Feldman’s objection rests on different foundations, and is directed towards a much more specific aim, than Srinivasan’s. But I think both results point to the roughly same outcome: the hopes to construct a fool-proof moral decision procedure are doomed to fail.

(6) Srinivasan focusses primarily on epistemic and moral theories. But it’s interesting to see whether any of these ideas transpose to politics. A toy externalist political theory might be, for example, that an educational system is just if it gives everyone equal opportunities for success. Assume that some bureaucrats think, on the evidence available to them, that their society’s educational system does provide everyone with equal opportunities for success, while in fact it doesn’t.

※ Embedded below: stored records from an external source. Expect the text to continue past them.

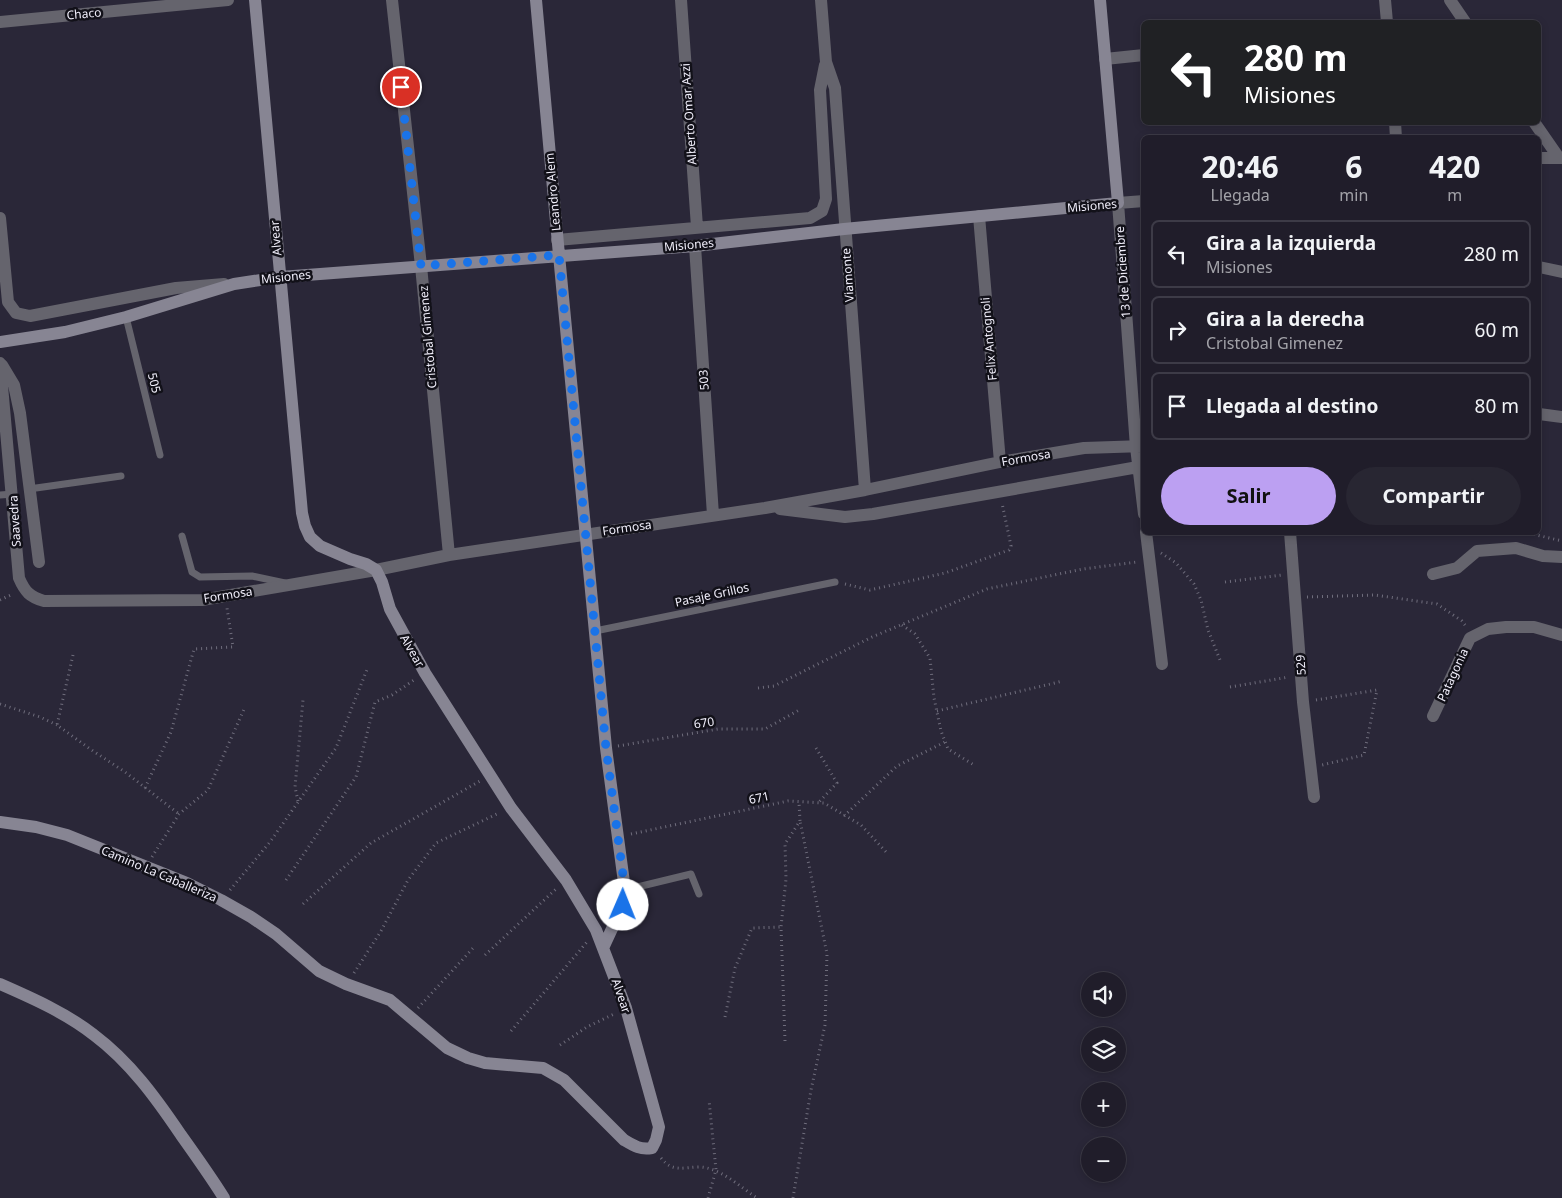 <!DOCTYPE html>
<html lang="es">
<meta charset="utf-8">
<style>
body{margin:0;font-family:"Noto Sans",sans-serif;background:#282632;color:#f1f3f6;height:100vh;display:flex;flex-direction:column;font-size:19px;white-space:nowrap}
*{box-sizing:border-box;margin:0}
p{font-size:16px;color:#a2a2a8}
.icon{flex:none;width:28px;height:28px;fill:none;stroke:currentColor;stroke-width:2;stroke-linecap:round;stroke-linejoin:round}
.map{position:relative;flex:1;overflow:hidden}
.panel{position:absolute;left:1141px;top:135px;width:400px;height:400px;display:flex;flex-direction:column;background:#201d2a;border-radius:8px;box-shadow:0 2px 8px #0003,0 0 0 1px #3d3b47}
.panel>*{flex:none}
.top-card{position:absolute;left:1141px;top:20px;width:400px;height:105px;border-radius:8px;box-shadow:0 2px 8px #0003,0 0 0 1px #3d3b47;background:#202124;color:#fff;overflow:hidden}
.buttons{position:absolute;left:1081px;top:972px;display:grid;gap:10px}
.buttons a{display:grid;place-items:center;width:45px;height:45px;border-radius:50%;background:#201d2a;box-shadow:0 2px 8px #0003,0 0 0 1px #3d3b47;font-size:25px}
.pin{position:absolute;display:grid;place-items:center;width:42px;height:42px;color:#fff;margin:-21px;border:2px solid #fff;border-radius:50%;box-shadow:0 1px 5px #0007}
.me{position:absolute;width:55px;margin:-28px;rotate:1deg;stroke-linejoin:round;filter:drop-shadow(0 0 4px #0008)}
.turn{display:flex;align-items:center;gap:18px;height:105px;padding:0 20px;font-size:22px}
.turn .icon{width:65px;height:65px;stroke-width:2.5}
.turn b{display:block;font-size:35px;line-height:42px}
.eta{display:flex;justify-content:space-evenly;align-items:center;height:85px;text-align:center}
.eta b{font-size:30px;font-weight:700;line-height:35px}
.action{display:flex;gap:10px;margin-top:auto;padding:10px 20px}
.action a{flex:1;height:58px;border-radius:30px;background:#bca0f2;color:#111;font-size:20px;font-weight:700;line-height:58px;text-align:center}
.action a+a{background:#282632;color:#f1f3f6}
ul{padding:0;list-style:none}
li{display:flex;align-items:center;gap:15px;height:68px;margin:0 10px 8px;padding:0 10px;border:2px solid #3d3b47;border-radius:8px}
li div{flex:1}
li b{display:block;font-size:19px}
li em{font-style:normal}
.map>svg:first-child{display:block}
</style>
<div class="map">
<svg width="1562" height="1198" viewBox="0 0 1562 1198">
<rect width="100%" height="100%" fill="#2a2738"/>
<g fill="none" stroke-linecap="round" stroke-linejoin="round">
<path stroke="#6f6d7c" stroke-width="3" stroke-dasharray="1 4" stroke-linecap="butt" d="M1524,532L1562,541
M1161,553L1176,563L1194,584L1201,600L1208,630L1220,660
M1225,582L1282,575
M845,584L870,590L945,573L1009,550L1011,546L1002,503
M1307,597L1375,595L1437,604L1462,621L1465,625
M0,600L13,594
M902,625L915,634L930,658L934,698L941,731L948,749L974,765
M73,655L57,725L93,751L125,772L179,814
M1230,687L1289,677
M758,688L774,686L872,637L987,589L1083,569L1137,562
M1316,700L1377,690L1364,755L1322,765
M0,704L40,717L57,725
M937,711L1063,681
M618,746L718,729H765L801,709
M816,748L837,783L819,802
M145,788L171,732L194,649L233,647L227,608
M298,801L295,787L303,700
M844,816L897,766L945,742
M631,834L788,801L824,803L861,825L888,854
M152,857L179,814L208,790L245,707
M286,880L356,777L375,702L392,695L414,680
M230,890L270,842L336,748L368,667
M303,904L371,843L480,781
M485,955L556,889
M354,973L381,931L408,880L436,843L499,813
M418,1008L475,946
M725,1017L735,968L752,928L781,927
M511,1031L587,942
M785,1041L781,927L786,879L785,844L800,821L799,802
M560,1045L587,1027L614,1014
M661,1158C673,1173 683,1167 700,1167C721,1168 740,1187 757,1198
M708,1198L716,1170L709,1100
M793,1198L811,1090L825,1025L827,954L800,821"/>
<path stroke="#65646d" stroke-width="7" d="M126,317L160,455
M29,489L121,476
M0,495L13,494
M182,536L192,572L200,577L252,576L285,583
M595,631L835,582
M625,890L691,874L699,894"/>
<path stroke="#65646d" stroke-width="12" d="M392,0L421,266L449,555
M681,0L697,227
M821,0L826,62L835,88L865,490
M1385,0L1387,22
M1450,0L1465,22
M0,22L228,0
M1105,59L1144,55
M1395,122L1396,138
M1534,122L1559,158
M1539,158H1562
M1144,201L1118,203L1136,447L1144,514
M979,216L1000,462
M0,218L8,302L16,313L30,316L176,288L224,284
M557,240L810,218L822,211L826,199L820,90L825,65
M695,246L713,515
M1539,267L1562,272
M0,363L19,578C25,592 30,597 44,601L202,600L376,570L449,555L765,508L865,490L1000,462L1084,448L1144,446
M2,365L14,385L20,413L39,562
M1539,414L1562,417
M780,509L845,517L873,514L1138,467
M1146,532L1162,664
M1290,532L1303,702L1314,797
M1433,574L1457,568L1477,551L1516,548L1543,556L1562,557
M1433,716L1470,638L1488,629L1506,627H1534L1562,635"/>
<path stroke="#878593" stroke-width="12" d="M536,0L559,255L606,748L625,890L623,905L604,946
M0,342L65,332L126,317L234,284L280,277L695,246L844,229L1118,203L1100,0
M0,822L36,827L67,835L187,883L221,900L251,917L276,934L319,971L346,984L390,1000L447,1048L468,1058L485,1063L543,1068L564,1080L624,1140C634,1146 640,1150 652,1148L656,1140L659,1127L626,1008L596,930L566,880L511,808L425,673L390,609L382,582L376,570L366,564L350,559L320,546L310,537L305,526L302,513L255,0
M0,984C32,998 66,1013 94,1035C130,1062 156,1098 181,1135C196,1156 211,1177 224,1198"/>
</g>
<g fill="none" stroke-linecap="round" stroke-linejoin="round">
<path stroke="#1a73e8" stroke-width="9" stroke-dasharray="0 16.2" d="M401,87L421,266L559,255L606,748L625,890L623,905"/>
</g>
<g text-anchor="middle" stroke-width="5" stroke-linejoin="round" paint-order="stroke">
<g font-size="12" fill="#f1effb" stroke="#121119">
<text transform="translate(84 14) rotate(-5)" y="4">Chaco</text>
<text transform="translate(689 114) rotate(-94)" y="4">Alberto Omar Azzi</text>
<text transform="translate(553 192) rotate(-95)" y="4">Leandro Alem</text>
<text transform="translate(1092 206) rotate(-5)" y="4">Misiones</text>
<text transform="translate(276 238) rotate(-95)" y="4">Alvear</text>
<text transform="translate(689 245) rotate(-5)" y="4">Misiones</text>
<text transform="translate(1123 272) rotate(-94)" y="4">13 de Diciembre</text>
<text transform="translate(848 275) rotate(-94)" y="4">Viamonte</text>
<text transform="translate(286 277) rotate(-6)" y="4">Misiones</text>
<text transform="translate(428 337) rotate(-95)" y="4">Cristobal Gimenez</text>
<text transform="translate(989 339) rotate(-95)" y="4">Felix Antognoli</text>
<text transform="translate(704 380) rotate(-94)" y="4">503</text>
<text transform="translate(154 383) rotate(76)" y="4">505</text>
<text transform="translate(1026 458) rotate(-10)" y="4">Formosa</text>
<text transform="translate(15 521) rotate(-94)" y="4">Saavedra</text>
<text transform="translate(627 528) rotate(-8)" y="4">Formosa</text>
<text transform="translate(228 595) rotate(-9)" y="4">Formosa</text>
<text transform="translate(712 595) rotate(-12)" y="4">Pasaje Grillos</text>
<text transform="translate(412 651) rotate(60)" y="4">Alvear</text>
<text transform="translate(1301 665) rotate(-94)" y="4">529</text>
<text transform="translate(1453 675) rotate(-65)" y="4">Patagonia</text>
<text transform="translate(704 723) rotate(-9)" y="4">670</text>
<text transform="translate(759 798) rotate(-12)" y="4">671</text>
<text transform="translate(159 874) rotate(23)" y="4">Camino La Caballeriza</text>
<text transform="translate(621 996) rotate(71)" y="4">Alvear</text>
</g>
</g>
</svg>
<div class="buttons">
<a><svg class="icon" aria-label="sound" viewBox="0 0 24 24"><path d="M4 9h4l5-4v14l-5-4H4zM17 9q2 3 0 6"/></svg></a>
<a><svg class="icon" aria-label="layers" viewBox="0 0 24 24"><path d="M12 4l9 5-9 5-9-5zM3 14l9 5 9-5"/></svg></a>
<a>+</a>
<a>−</a>
</div>
<div class="pin" style="left:401px;top:87px;background:#d93025"><svg class="icon" aria-label="arrive" viewBox="0 0 24 24"><path d="M6 21V4h12l-3 4 3 4H6"/></svg></div>
<svg class="me" style="left:623px;top:905px" viewBox="-20 -20 40 40"><circle r="19" fill="#fff"/><path d="M0-13L10 11 0 6-10 11z" fill="#1a73e8"/></svg>
<div class="top-card">
<div class="turn"><svg class="icon" aria-label="left" viewBox="0 0 24 24"><path d="M17 20v-9H6M10 6l-5 5 5 5"/></svg><div><b>280 m</b>Misiones</div></div>
</div>
<section class="panel">
<div class="eta">
<div><b>20:46</b><p>Llegada</p></div>
<div><b>6</b><p>min</p></div>
<div><b>420</b><p>m</p></div>
</div>
<ul>
<li><svg class="icon" aria-label="left" viewBox="0 0 24 24"><path d="M17 20v-9H6M10 6l-5 5 5 5"/></svg><div><b>Gira a la izquierda</b><p>Misiones</p></div><em>280 m</em></li>
<li><svg class="icon" aria-label="right" viewBox="0 0 24 24"><path d="M7 20v-9h11M14 6l5 5-5 5"/></svg><div><b>Gira a la derecha</b><p>Cristobal Gimenez</p></div><em>60 m</em></li>
<li><svg class="icon" aria-label="arrive" viewBox="0 0 24 24"><path d="M6 21V4h12l-3 4 3 4H6"/></svg><div><b>Llegada al destino</b></div><em>80 m</em></li>
</ul>
<div class="action"><a>Salir</a><a>Compartir</a></div>
</section>
</div>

Interestingly, I think we are less inclined to make the internalist move in political theories—we are less inclined to think that evidence for justice-making properties makes something just. Either the educational system provides equal opportunities, or it doesn’t—it’s not clear to me why we would think that anyone’s evidence or beliefs matter in this respect.

(7) Another way to think through Srinivasan’s point is by highlighting the uneasiness we often feel with judging past societies. Assume that we discuss Roman, or medieval morality, or the morality of Southern slave owners. Many people insist that we shouldn’t judge the people of these times by “our standards”.

Part of the motivation not to judge far-away, long-gone societies might of course be a misunderstood moral relativism. But part of the motivation might also be the internalist worry that Srinivasan has identified: that blaming people for injustices they couldn’t know they committed is inappropriate. Just as we feel it wrong to indict Oedipus who couldn’t have done better, we feel it wrong to indict the slave-holders of the past (who, let’s problematically stipulate, couldn’t have epistemically done better). Once we free ourselves of this mistaken presupposition, judging people by our standards starts to look less troubling.

There are other reasons to abstain from making such judgments—for example, because habitual judging exhibits a kind of arrogant moralizing that is both epistemically and morally defective—and there might be other reasons why time-transcendent judgments are mistaken. But I think Srinivasan’s paper helps to identify at least one mistaken source of uneasiness regarding such judgments.

Edit. It’s Oedipus, not Odysseus, of course.